Problem details: Return only those lines of the listing in which "lists" appears.

*** Opening of Stored data ***

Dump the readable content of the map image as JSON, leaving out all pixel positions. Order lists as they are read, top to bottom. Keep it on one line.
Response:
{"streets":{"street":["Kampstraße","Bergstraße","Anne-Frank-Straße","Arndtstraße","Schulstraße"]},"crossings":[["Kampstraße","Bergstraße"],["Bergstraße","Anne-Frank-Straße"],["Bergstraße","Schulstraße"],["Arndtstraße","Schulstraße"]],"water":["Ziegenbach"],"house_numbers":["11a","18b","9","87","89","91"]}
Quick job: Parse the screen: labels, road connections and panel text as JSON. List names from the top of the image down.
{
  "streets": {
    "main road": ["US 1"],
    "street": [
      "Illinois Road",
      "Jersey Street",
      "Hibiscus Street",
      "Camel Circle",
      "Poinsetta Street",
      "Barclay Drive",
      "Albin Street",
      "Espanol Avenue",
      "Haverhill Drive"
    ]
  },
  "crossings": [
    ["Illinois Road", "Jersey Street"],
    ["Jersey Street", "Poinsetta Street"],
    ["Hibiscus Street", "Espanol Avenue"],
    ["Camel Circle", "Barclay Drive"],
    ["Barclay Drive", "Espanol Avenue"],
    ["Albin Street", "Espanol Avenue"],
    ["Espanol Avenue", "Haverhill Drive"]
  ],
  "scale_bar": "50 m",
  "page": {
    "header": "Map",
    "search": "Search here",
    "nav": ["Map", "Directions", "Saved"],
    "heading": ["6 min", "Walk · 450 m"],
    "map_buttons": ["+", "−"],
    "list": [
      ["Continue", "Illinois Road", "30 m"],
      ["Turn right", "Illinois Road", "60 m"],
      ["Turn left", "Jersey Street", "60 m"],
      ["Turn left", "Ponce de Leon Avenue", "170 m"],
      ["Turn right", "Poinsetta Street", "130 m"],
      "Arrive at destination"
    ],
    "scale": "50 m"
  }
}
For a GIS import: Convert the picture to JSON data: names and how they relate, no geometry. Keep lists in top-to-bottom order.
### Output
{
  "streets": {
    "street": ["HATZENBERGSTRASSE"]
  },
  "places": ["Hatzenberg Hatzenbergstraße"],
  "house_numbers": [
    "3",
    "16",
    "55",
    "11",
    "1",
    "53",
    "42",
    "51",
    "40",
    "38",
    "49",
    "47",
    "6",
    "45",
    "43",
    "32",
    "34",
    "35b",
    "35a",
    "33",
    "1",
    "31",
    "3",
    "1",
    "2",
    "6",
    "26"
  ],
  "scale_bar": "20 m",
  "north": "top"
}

*** Close of Stored data ***

Answer box:
Dump the readable content of the map image as JSON, leaving out all pixel positions. Order lists as they are read, top to bottom. Keep it on one line.
For a GIS import: Convert the picture to JSON data: names and how they relate, no geometry. Keep lists in top-to-bottom order.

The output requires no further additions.